Fig. 3.8. Long- and short-term acclimation of photosynthetic membranes in response to the light environment and to a heat shock. As long-term acclimation under high-light conditions the antennae of photosystem II (PS II) are smaller than those under low-light conditions, thereby reducing light absorption. Short-term regulation: overexcitation of PS II due to excessive light triggers the state transition, a rapid change in the antennae sizes of PS I and PS II. Light-harvesting complex II (LHC II) becomes phosphorylated and partly associates with PS I instead of PS II. (Modified from Anderson and Andersson (1988))
Phosphorylation leads to an accumulation of negative charges and a dissociation of the peripheral antennae from the core antennae. At the same time, the connection of the appressed regions loosens, allowing lateral movement of the peripheral antennae and thus a diminution of the PS II supercomplex (Minagawa 2013). Simultaneously, the extent (as well as the efficiency) of light harvesting of PS I increases, because part of the peripheral antennae of PS II can associate with PS I, thereby balancing the excitation of both photosystems (Fig. 3.9). Such a balance is essential for optimal utilisation of the light energy and is likewise important for the avoidance of PS II overexcitation (over-reduction of the pools of its redox compounds such as QB).
Fig. 3.9. Linear photosynthetic electron transport (from water to nicotinamide adenine dinucleotide phosphate (NADP+)) in the context of utilisation of absorbed energy, and dissipation of excess energy as fluorescence and heat. Acclimation of the photosynthetic machinery to high excitation by the so-called state I-state II transition (dissociation of the light-harvesting complex (LHC) from photosystem II (PS II)) is also shown. The majority of the absorbed light energy is dissipated as heat, and a small proportion (<5%) is emitted as fluorescence. A variable proportion can be used for photochemical work (oxidation of water and electron transport).
Under strong illumination the peripheral antennae of PS II can dissociate from the photosystem and at least in part associate with PS I (state transition; Fig. 3.8). In this way, PS II absorbs less and PS I absorbs more light energy. Since the entire system is dynamic, the rate constants (thickness of arrows) can change—for example, by overexcitation. Photochemistry: presented are the constituents of the linear electron transport (After Schreiber et al. (1994))
Even in the balanced electron flow, light intensity frequently exceeds the capacity of its utilisation for photosynthesis. According to theoretical considerations, 8 mole quanta are required for assimilation of 1 mole of CO2. However, because of the way in which ATP synthesis is coupled to the linear electron flow, slightly more quanta are necessary. The highest measured quantum efficiency (lowest quantum requirement) is 9.4 mole quanta per mole of assimilated CO2. For such measurements, the light intensity must be limiting, as is the case in the linear range of the light response curve (Fig. 3.10, curve a).
Fig. 3.10. Interpretation of a light response curve of photosynthetic CO2 uptake. Curve a: linear increase of the photosynthetic rate in low light (limitation of photosynthesis by light intensity). Curve b: measured photosynthetic rate indicating light saturation at high photon flux density (PFD). Curve c: calculated proportion of reduced (closed) photosystem II (PS II) reaction centres with excessive light. Curve d: Excess light energy (corresponding to the horizontal arrows between curves a and b). (Modified from Bjorkman and Demming-Adams (1994))

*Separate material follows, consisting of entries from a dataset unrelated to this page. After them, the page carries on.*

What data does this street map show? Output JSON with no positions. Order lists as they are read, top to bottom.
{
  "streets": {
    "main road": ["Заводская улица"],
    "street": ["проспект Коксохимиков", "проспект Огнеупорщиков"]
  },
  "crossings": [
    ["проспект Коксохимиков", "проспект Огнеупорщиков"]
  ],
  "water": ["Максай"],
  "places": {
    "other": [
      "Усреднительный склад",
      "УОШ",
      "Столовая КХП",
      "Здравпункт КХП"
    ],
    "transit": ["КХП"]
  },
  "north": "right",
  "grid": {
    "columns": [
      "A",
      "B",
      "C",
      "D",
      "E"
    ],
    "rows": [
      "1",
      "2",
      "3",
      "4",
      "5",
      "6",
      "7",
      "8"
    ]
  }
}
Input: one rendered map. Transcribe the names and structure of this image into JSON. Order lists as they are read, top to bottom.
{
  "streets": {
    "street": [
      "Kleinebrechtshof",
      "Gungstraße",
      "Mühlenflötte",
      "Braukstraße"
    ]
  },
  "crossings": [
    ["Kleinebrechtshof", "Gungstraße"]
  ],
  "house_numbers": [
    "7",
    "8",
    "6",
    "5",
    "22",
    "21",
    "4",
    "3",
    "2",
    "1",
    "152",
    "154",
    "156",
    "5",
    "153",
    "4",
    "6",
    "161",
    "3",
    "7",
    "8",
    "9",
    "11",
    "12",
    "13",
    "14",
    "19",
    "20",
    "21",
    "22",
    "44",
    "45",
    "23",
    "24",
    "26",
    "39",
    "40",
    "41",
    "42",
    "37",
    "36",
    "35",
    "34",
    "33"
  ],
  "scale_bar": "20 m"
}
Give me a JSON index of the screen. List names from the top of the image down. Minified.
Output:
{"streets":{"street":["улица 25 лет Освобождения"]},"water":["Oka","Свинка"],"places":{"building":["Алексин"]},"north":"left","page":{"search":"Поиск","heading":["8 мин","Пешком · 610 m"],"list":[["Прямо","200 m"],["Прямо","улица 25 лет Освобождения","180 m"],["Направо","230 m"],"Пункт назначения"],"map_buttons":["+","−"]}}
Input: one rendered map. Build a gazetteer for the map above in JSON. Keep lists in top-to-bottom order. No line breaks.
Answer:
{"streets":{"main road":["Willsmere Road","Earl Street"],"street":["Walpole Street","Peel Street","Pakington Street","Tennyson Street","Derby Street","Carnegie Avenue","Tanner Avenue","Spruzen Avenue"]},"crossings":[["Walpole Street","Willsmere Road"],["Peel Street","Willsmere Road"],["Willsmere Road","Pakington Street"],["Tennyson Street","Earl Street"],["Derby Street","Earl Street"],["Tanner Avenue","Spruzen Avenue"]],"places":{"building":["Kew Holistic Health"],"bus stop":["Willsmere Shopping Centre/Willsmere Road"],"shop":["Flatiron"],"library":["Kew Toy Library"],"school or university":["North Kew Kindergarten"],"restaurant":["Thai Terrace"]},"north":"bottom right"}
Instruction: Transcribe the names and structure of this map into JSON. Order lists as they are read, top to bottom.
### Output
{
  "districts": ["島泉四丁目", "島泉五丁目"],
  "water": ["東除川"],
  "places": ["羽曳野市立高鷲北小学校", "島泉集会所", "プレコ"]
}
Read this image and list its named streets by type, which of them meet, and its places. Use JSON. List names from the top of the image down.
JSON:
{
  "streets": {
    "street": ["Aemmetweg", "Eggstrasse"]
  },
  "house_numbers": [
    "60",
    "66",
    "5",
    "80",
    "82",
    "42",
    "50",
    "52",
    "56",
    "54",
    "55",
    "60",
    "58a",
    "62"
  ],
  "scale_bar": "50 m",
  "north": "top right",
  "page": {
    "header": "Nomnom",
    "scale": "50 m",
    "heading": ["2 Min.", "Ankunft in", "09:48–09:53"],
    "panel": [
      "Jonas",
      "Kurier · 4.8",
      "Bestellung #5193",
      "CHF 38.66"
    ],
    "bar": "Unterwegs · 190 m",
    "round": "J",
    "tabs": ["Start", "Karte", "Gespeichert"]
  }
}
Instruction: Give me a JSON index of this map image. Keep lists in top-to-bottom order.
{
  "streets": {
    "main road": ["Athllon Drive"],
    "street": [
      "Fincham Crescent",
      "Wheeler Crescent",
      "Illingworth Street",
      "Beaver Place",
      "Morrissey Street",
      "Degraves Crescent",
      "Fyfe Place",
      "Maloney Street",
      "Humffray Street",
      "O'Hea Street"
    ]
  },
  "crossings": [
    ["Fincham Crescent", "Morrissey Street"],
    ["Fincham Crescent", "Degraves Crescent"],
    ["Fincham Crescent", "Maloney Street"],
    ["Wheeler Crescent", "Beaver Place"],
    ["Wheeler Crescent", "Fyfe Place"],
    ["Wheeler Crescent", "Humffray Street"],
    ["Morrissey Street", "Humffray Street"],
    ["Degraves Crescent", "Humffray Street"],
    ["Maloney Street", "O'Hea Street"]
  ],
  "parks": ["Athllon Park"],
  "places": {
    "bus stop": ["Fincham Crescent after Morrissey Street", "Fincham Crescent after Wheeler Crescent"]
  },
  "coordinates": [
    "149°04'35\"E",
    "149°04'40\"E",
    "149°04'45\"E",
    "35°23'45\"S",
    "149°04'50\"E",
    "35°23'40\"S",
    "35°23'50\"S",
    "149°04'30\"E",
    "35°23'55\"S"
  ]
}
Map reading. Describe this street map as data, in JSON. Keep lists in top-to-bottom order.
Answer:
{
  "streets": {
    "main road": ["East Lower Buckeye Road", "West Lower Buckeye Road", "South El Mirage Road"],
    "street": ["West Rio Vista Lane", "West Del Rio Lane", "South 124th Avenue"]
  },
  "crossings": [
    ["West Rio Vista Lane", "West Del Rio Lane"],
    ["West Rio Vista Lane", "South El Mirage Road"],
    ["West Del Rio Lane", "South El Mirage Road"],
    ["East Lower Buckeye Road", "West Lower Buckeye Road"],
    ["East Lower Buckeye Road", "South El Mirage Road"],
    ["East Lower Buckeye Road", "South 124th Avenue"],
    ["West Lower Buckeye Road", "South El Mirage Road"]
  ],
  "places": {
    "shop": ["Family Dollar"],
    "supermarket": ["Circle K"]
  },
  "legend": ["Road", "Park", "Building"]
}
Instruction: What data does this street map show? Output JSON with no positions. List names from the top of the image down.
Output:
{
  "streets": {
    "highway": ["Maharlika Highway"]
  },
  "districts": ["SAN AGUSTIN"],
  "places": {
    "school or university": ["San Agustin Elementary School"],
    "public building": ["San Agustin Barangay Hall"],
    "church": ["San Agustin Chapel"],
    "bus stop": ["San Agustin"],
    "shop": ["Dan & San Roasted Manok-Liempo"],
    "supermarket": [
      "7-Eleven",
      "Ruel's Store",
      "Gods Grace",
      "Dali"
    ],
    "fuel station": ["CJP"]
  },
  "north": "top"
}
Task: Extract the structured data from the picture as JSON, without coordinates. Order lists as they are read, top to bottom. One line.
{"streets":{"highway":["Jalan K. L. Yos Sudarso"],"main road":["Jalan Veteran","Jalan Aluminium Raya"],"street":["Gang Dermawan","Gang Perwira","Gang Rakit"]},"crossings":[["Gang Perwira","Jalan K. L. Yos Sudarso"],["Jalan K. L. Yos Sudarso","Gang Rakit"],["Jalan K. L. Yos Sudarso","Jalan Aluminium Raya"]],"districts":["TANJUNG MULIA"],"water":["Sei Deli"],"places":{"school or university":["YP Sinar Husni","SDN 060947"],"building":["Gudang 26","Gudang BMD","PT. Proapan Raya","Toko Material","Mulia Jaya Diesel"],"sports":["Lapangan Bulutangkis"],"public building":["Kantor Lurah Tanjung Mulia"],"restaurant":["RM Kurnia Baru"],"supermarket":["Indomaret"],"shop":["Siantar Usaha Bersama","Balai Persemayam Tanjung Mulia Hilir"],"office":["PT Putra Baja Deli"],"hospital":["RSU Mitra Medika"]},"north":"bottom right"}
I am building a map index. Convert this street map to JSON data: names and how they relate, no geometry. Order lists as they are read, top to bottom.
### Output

When the light response curve of CO2 uptake deviates from the linear relationship, more light is absorbed than can be used for photosynthesis and the plant is confronted with the need for energy dissipation. At the light intensity of a sunny day (800-1000 pmol quanta m-2 s-1), already 500-600 pmol quanta m-2 s-1 are in excess. The problem of de-energisation of the photosynthetic membranes is aggravated when water shortage necessitates closure of stomata and concomitant lowering of the intercellular CO2 concentration. Similarly, on a bright day in winter, stress arises when the low ambient temperatures greatly decelerate metabolism and metabolite fluxes while high radiation intensities impinge on the leaves. Plants have evolved several mechanisms to cope with this challenge.
In Fig. 3.10, curve d shows the excessive photon flux density that needs to be dissipated. Less than 5% of the absorbed energy can be dissipated as chlorophyll a fluorescence (Fig. 3.9), which is complementary to the portion that can be utilised for photochemistry (photosynthesis).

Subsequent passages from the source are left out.